- What to do -
Scan the records for "Guzzi". Report each line that includes it.

- Entries supplied -
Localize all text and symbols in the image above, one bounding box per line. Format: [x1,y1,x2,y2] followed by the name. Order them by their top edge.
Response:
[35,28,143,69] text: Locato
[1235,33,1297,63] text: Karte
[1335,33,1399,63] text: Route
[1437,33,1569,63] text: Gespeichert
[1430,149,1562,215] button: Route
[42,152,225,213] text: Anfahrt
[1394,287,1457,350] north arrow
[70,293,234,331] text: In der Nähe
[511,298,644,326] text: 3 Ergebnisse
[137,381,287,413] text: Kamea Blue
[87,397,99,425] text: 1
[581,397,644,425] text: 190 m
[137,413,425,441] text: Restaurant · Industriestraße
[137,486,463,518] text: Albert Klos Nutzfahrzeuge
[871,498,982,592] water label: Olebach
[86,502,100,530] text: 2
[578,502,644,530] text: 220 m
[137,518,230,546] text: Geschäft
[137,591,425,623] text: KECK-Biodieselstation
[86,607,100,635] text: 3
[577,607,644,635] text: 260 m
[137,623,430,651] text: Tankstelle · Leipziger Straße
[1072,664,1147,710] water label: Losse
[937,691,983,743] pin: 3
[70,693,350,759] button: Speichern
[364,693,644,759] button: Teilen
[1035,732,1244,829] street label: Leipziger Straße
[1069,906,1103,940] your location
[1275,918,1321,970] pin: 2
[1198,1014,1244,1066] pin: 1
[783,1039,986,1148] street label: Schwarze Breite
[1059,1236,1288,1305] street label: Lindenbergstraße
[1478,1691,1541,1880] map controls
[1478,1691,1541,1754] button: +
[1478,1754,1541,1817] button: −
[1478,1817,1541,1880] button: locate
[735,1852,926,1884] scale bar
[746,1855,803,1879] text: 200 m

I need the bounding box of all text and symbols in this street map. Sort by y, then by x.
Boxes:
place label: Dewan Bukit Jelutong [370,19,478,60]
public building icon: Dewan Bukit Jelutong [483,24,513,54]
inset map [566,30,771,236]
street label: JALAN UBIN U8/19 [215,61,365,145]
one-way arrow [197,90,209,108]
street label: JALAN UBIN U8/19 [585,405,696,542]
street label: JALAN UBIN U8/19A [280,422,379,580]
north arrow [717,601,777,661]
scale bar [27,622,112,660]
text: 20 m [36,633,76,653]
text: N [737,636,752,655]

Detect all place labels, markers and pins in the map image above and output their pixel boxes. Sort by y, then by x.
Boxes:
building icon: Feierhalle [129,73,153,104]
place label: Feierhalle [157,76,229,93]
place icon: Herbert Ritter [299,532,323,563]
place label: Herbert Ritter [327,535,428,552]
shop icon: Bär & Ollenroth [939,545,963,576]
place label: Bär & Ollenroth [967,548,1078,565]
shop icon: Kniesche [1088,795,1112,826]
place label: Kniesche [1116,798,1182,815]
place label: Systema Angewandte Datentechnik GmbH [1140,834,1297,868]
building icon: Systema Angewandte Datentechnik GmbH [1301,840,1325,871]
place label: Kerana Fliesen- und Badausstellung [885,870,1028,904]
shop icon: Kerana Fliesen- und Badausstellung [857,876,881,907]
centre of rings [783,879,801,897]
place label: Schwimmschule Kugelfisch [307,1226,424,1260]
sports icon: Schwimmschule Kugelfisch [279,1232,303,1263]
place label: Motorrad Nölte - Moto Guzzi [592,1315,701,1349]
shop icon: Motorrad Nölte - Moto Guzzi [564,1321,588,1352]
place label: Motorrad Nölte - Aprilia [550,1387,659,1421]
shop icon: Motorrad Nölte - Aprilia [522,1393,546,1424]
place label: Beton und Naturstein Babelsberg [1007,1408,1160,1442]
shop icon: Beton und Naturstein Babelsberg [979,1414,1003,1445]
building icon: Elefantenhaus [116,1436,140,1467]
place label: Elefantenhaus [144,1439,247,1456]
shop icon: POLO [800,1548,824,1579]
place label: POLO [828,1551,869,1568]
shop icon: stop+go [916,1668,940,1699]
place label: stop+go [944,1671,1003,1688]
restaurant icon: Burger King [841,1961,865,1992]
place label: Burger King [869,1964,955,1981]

- Reply to the task -
place label: Motorrad Nölte - Moto Guzzi [592,1315,701,1349]
shop icon: Motorrad Nölte - Moto Guzzi [564,1321,588,1352]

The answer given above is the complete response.